LWN.net Logo

Nice summary

Nice summary

Posted Mar 18, 2009 3:53 UTC (Wed) by bojan (subscriber, #14302)
Parent article: Better than POSIX?

> It is probably a matter of building our filesystems to provide "good enough" robustness as a default, with much stronger guarantees available to developers who are willing to do the extra coding work.

Which is the euphemism for "we'll have workarounds for your bugs" and "people that know will fix their apps".


(Log in to post comments)

Nice summary

Posted Mar 18, 2009 5:36 UTC (Wed) by xoddam (subscriber, #2322) [Link]

Please stop insisting that applications are buggy or broken that haven't considered recovery from kernel or hardware failure. That didn't use to be possible at all and POSIX certainly never guaranteed it.

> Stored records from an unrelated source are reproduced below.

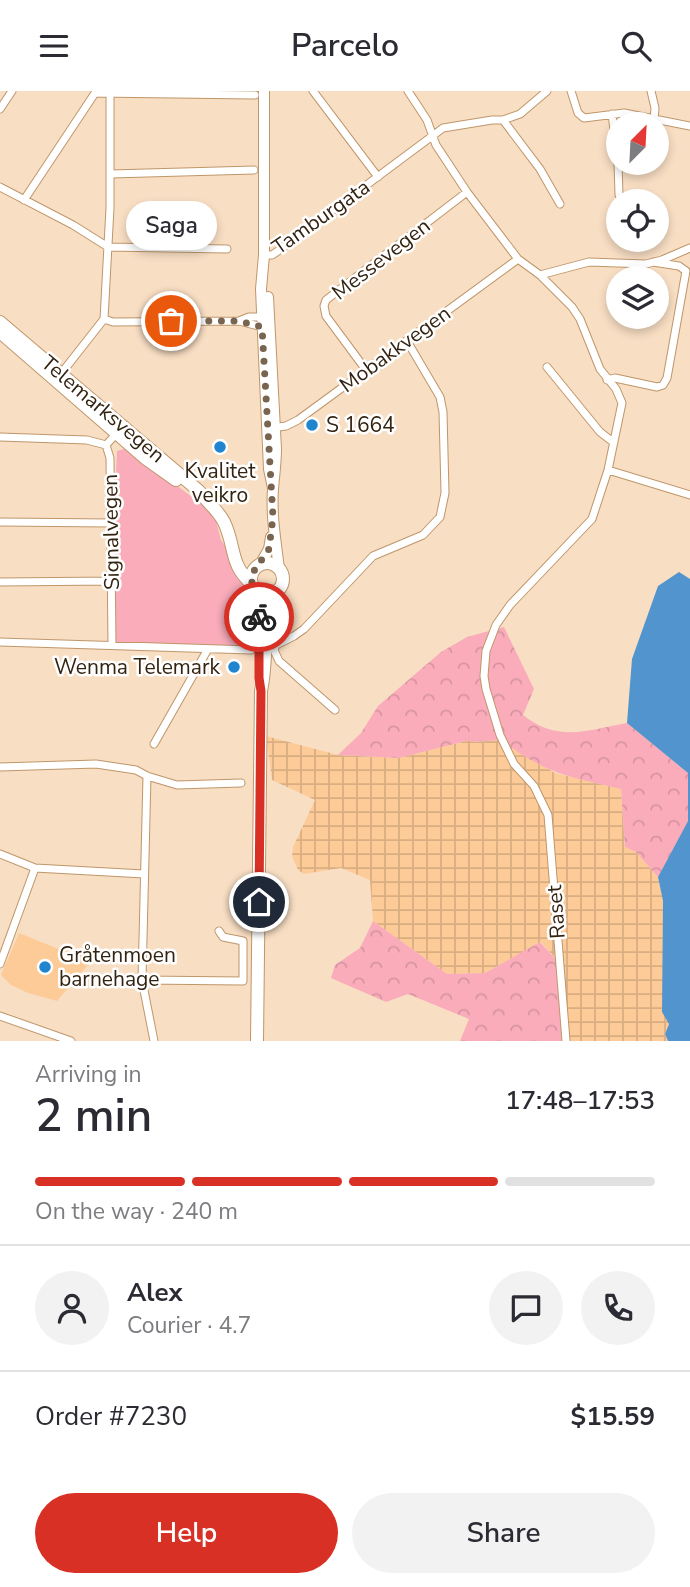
<!DOCTYPE html>
<meta charset="utf-8">
<style>
:root{--surface:#fff;--page:#f2f2f3;--text:#2b2b33;--muted:#7c7c81;--line:#e1e1e2;--accent:#d93025}
body{margin:0;font-family:"Nunito Sans",sans-serif;background:var(--page);color:var(--text);height:100vh;display:flex;flex-direction:column;font-size:26px;white-space:nowrap}
*{box-sizing:border-box;margin:0}
p{font-size:23px;color:var(--muted)}
.icon{flex:none;width:38px;height:38px;fill:none;stroke:currentColor;stroke-width:2;stroke-linecap:round;stroke-linejoin:round}
.map{position:relative;height:950px;overflow:hidden}
.drawer{display:flex;flex-direction:column;background:var(--surface);flex:1}
.drawer>*{flex:none}
.needle{width:46px;rotate:24deg}
.buttons{position:absolute;left:606px;top:21px;display:grid;gap:14px}
.buttons a{display:grid;place-items:center;width:63px;height:63px;border-radius:50%;background:var(--surface);box-shadow:0 4px 10px #0003;font-size:35px}
.pin{position:absolute;display:grid;place-items:center;width:60px;height:60px;color:#fff;margin:-30px;border:4px solid #fff;border-radius:50%;box-shadow:0 2px 7px #0007}
.courier{position:absolute;display:grid;place-items:center;width:70px;height:70px;margin:-35px;border:5px solid #d93025;border-radius:50%;background:#fff;color:#222;box-shadow:0 2px 9px #0007}
.bubble{position:absolute;height:49px;border-radius:24px;background:var(--surface);box-shadow:0 4px 10px #0003;font-size:23px;font-weight:600;line-height:49px;text-align:center}
.overview em{font-style:normal;font-weight:600}
.overview div{display:flex;flex-direction:column-reverse}
.overview{display:flex;align-items:center;justify-content:space-between;height:119px;padding:0 35px}
h1{font-size:46px;font-weight:600;line-height:52px}
.bar{display:grid;grid-template-columns:repeat(4,1fr);gap:10px 7px;align-content:center;height:84px;padding:0 35px}
.bar i{height:9px;border-radius:5px;background:var(--line)}
.bar .selected{background:var(--accent)}
.bar p{grid-column:span 4}
.line{display:flex;align-items:center;gap:18px;padding:0 35px;border-top:2px solid var(--line)}
.line div{flex:1}
.round{display:grid;place-items:center;flex:none;width:74px;height:74px;border-radius:37px;background:var(--page)}
.cta{display:flex;gap:14px;margin-top:auto;padding:14px 35px}
.cta a{flex:1;height:80px;border-radius:42px;background:var(--accent);color:#fff;font-size:28px;font-weight:600;line-height:80px;text-align:center}
.cta a+a{background:var(--page);color:var(--text)}
header{display:flex;justify-content:space-between;align-items:center;height:91px;padding:0 35px;background:var(--surface);font-size:32px;font-weight:600}
.map>svg:first-child{display:block}
</style>
<header><svg class="icon" aria-label="menu" viewBox="0 0 24 24"><path d="M4 6h16M4 12h16M4 18h16"/></svg>Parcelo<svg class="icon" aria-label="search" viewBox="0 0 24 24"><circle cx="10" cy="10" r="6"/><path d="M15 15l6 6"/></svg></header>
<div class="map">
<svg width="690" height="950" viewBox="0 0 690 950">
<defs>
<pattern id="industrial-grid" width="8" height="8" patternUnits="userSpaceOnUse" patternTransform="scale(1.75)"><rect width="8" height="8" fill="#fdcb98"/><path d="M0 4h8M4 0v8" fill="none" stroke="#d9ae82"/></pattern>
<pattern id="forest-crowns" width="20" height="18" patternUnits="userSpaceOnUse" patternTransform="scale(1.75)"><rect width="20" height="18" fill="#faacbb"/><path d="M2 6a3 3 0 1 1 6 0M12 15a3 3 0 1 1 6 0" fill="none" stroke="#d794a0"/></pattern>
</defs>
<rect width="100%" height="100%" fill="#f8dec3"/>
<path fill="#fdcb98" d="M19 842 61 859 68 856 93 868 57 910 28 902 11 894 1 884Z"/>
<path fill="url(#industrial-grid)" d="M266 645 338 664 399 667 470 649 471 651 502 649 555 682 621 698 625 756 636 761 658 786 663 810 669 933 665 943 668 950H568L562 875 541 851 485 882 447 883 373 830 370 789 341 777 304 783 298 779 292 765 293 756 315 709 272 689Z"/>
<path fill="#faacbb" d="M127 357 208 418 216 430 221 449 228 459 237 485 254 510 256 544 251 559 112 554 111 490 117 360Z"/>
<path fill="url(#forest-crowns)" d="M504 536 534 598 523 624C558 652 588 639 627 632L688 682V730L658 786 636 761 625 756 621 698C571 686 544 683 502 649L471 651 470 649 399 667 338 664 361 642 378 615 441 561 467 546Z
M373 830 447 883 485 882 540 851 562 875 568 950H460L469 928 408 903 386 911 331 887 335 874 360 857Z"/>
<path fill="#5294ce" d="M679 481 690 488V950H668L665 943 669 933 662 921 663 810 658 786 688 730V682L627 632 632 568 658 495Z"/>
<g fill="none" stroke-linecap="round" stroke-linejoin="round">
<defs>
<path id="street" d="M313 0 378 86
M408 0 427 29 436 54 467 101 518 168 540 184 572 216 580 228 600 278 616 298 622 312 608 379 592 428 510 514 496 534 486 560 484 585 486 598 500 644 514 673 534 695 548 724 566 950
M571 0 578 22 584 27 624 22 690 35
M651 0 655 17 654 30
M0 18 12 0
M612 23 618 70
M503 29 540 78 560 113
M618 72 619 104 625 107 637 108
M111 83 254 79
M0 96 73 134 108 156 227 158
M24 109 95 2 255 4
M264 164H272L278 160 443 37 492 29H503L520 23 547 0
M540 184 589 171 646 173 662 169 690 157
M104 228 113 231 239 230 262 236 266 233
M239 230 249 226H263
M547 276 600 341 613 351
M366 279 326 225 324 215 326 209 467 101
M60 284 104 228 110 117V3
M607 289 615 287 657 296 663 294 667 287 686 180 679 175 653 171
M271 337 286 335 298 329 518 168
M0 346 87 349 106 354
M608 379 690 404
M0 431 111 432
M0 491 111 490
M0 551 251 559
M112 554 110 367 106 354 118 341
M335 619 279 570 274 559 276 554 294 545 304 538 373 465 423 444 440 426 445 402 443 321 440 306 407 250
M154 653 208 558
M0 676 96 673 136 679 147 685 177 694 241 692
M147 685 142 889 154 950
M0 763 35 777 144 783
M0 873 35 777
M142 889 243 890V850L223 846 219 840
M0 925 71 950"/>
<path id="primary" d="M264 0V164L261 198 269 378 273 397
M268 206 276 358C276 372 274 385 273 398 271 425 276 452 279 478
M260 474 269 458 271 446"/>
<path id="highway" d="M0 231 199 400C207 411 218 419 224 431 236 456 229 473 252 493
M0 241 145 367 176 389
M251 488a16 16 0 1 1 32 0a16 16 0 1 1-32 0Z
M254 497 259 515V537
M257 950 261 600C269 563 260 534 278 499"/>
</defs>
<use href="#street" stroke="#bf966a" stroke-width="9"/>
<use href="#primary" stroke="#bf966a" stroke-width="12"/>
<use href="#highway" stroke="#bf966a" stroke-width="14"/>
<use href="#street" stroke="#fff" stroke-width="7"/>
<use href="#primary" stroke="#fff" stroke-width="10"/>
<use href="#highway" stroke="#fff" stroke-width="12"/>
</g>
<g fill="none" stroke-linecap="round" stroke-linejoin="round">
<path stroke="#78644f" stroke-width="7" stroke-dasharray="0 12.6" d="M171 230H239L262 236 273 426 269 458 254 480 251 488 259 515V526"/>
<path stroke="#d93025" stroke-width="9" d="M259 526V587L261 600 259 811"/>
</g>
<g fill="#2184cf" stroke="#fff" stroke-width="2.5">
<circle cx="312" cy="334" r="7"/>
<circle cx="220" cy="356" r="7"/>
<circle cx="234" cy="576" r="7"/>
<circle cx="45" cy="876" r="7"/>
</g>
<g text-anchor="middle" stroke-width="5" stroke-linejoin="round" paint-order="stroke">
<g font-size="21" fill="#332311" stroke="#fff">
<text transform="translate(321 126) rotate(-35)" y="7">Tamburgata</text>
<text transform="translate(381 168) rotate(-38)" y="7">Messevegen</text>
<text transform="translate(395 258) rotate(-36)" y="7">Mobakkvegen</text>
<text transform="translate(103 318) rotate(40)" y="7">Telemarksvegen</text>
<text transform="translate(111 441) rotate(-91)" y="7">Signalvegen</text>
<text transform="translate(556 821) rotate(-94)" y="7">Raset</text>
</g>
<g font-size="21" fill="#332311" stroke="#fff" text-anchor="start">
<text x="326" y="341">S 1664</text>
<text x="220" y="387" text-anchor="middle">Kvalitet<tspan x="220" dy="24">veikro</tspan></text>
<text x="220" y="583" text-anchor="end">Wenma Telemark</text>
<text x="59" y="871">Gråtenmoen<tspan x="59" dy="24">barnehage</tspan></text>
</g>
</g>
</svg>
<div class="buttons">
<a><svg class="needle" viewBox="-14 -14 28 28"><path d="M0-13l5 13h-10z" fill="#e53935"/><path d="M0 13l5-13h-10z" fill="#7c7c81"/></svg></a>
<a><svg class="icon" aria-label="locate" viewBox="0 0 24 24"><circle cx="12" cy="12" r="6"/><path d="M12 2v4M12 18v4M2 12h4M18 12h4"/></svg></a>
<a><svg class="icon" aria-label="layers" viewBox="0 0 24 24"><path d="M12 4l9 5-9 5-9-5zM3 14l9 5 9-5"/></svg></a>
</div>
<div class="pin" style="left:171px;top:230px;background:#ea580c"><svg class="icon" aria-label="bag" viewBox="0 0 24 24"><path d="M5 8h14l-1 12H6zM9 8a3 3 0 0 1 6 0"/></svg></div>
<div class="pin" style="left:259px;top:811px;background:#1f2937"><svg class="icon" aria-label="home" viewBox="0 0 24 24"><path d="M3 11l9-7 9 7M6 9v11h12V9"/></svg></div>
<div class="courier" style="left:259px;top:526px"><svg class="icon" aria-label="bike" viewBox="0 0 24 24"><circle cx="6" cy="16" r="4"/><circle cx="18" cy="16" r="4"/><path d="M6 16l4-8h5l3 8M10 8l3 8H6M13 5h3"/></svg></div>
<div class="bubble" style="left:126px;top:110px;width:91px">Saga</div>
</div>
<section class="drawer">
<div class="overview"><div><h1>2 min</h1><p>Arriving in</p></div><em>17:48–17:53</em></div>
<div class="bar"><i class="selected"></i><i class="selected"></i><i class="selected"></i><i></i><p>On the way · 240 m</p></div>
<div class="line" style="height:126px"><a class="round"><svg class="icon" aria-label="person" viewBox="0 0 24 24"><circle cx="12" cy="8" r="4"/><path d="M4 21q1-7 8-7t8 7"/></svg></a><div><b>Alex</b><p>Courier · 4.7</p></div><a class="round"><svg class="icon" aria-label="chat" viewBox="0 0 24 24"><path d="M4 5h16v11H9l-5 4z"/></svg></a><a class="round"><svg class="icon" aria-label="phone" viewBox="0 0 24 24"><path d="M5 4h4l2 5-3 2q2 4 5 5l2-3 5 2v4C11 20 4 13 5 4z"/></svg></a></div>
<div class="line" style="height:91px"><div>Order #7230</div><b>$15.59</b></div>
<div class="cta"><a>Help</a><a>Share</a></div>
</section>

Application writers have long used rename precisely and only to achieve atomicity; it's the only atomic operation the API provides (simulating atomicity with locks and a series of synchronous flushes is a very different matter). As long as the kernel and fs are up, POSIX guarantees that data writes which precede the rename will be visible to all readers after the rename. Post-crash, nothing used to be guaranteed.

This isn't about application developers coding to an API, it's about users wanting reasonable behaviour from their computers even when they abuse them by kicking out power cords or installing proprietary device drivers.

Ext3 has given us a new, much-better-than-POSIX standard of data recoverability. It's a mere implementation detail that it does this in part by effectively preserving the order of operations that POSIX mandates down to the disk level.

Delayed allocation without a write barrier before renames of newly-written files practically guarantees data loss in this extremely common use-case, so it's a regression.

The regression now has been fixed (thanks Ted). No hacking of applications required.

Nice summary

Posted Mar 18, 2009 6:05 UTC (Wed) by bojan (subscriber, #14302) [Link]

> Please stop insisting that applications are buggy or broken that haven't considered recovery from kernel or hardware failure.

Sorry, I didn't come up with that. I think that would be... Ted ;-)

Know your place

Posted Mar 18, 2009 8:21 UTC (Wed) by xoddam (subscriber, #2322) [Link]

Appeal to authority, eh?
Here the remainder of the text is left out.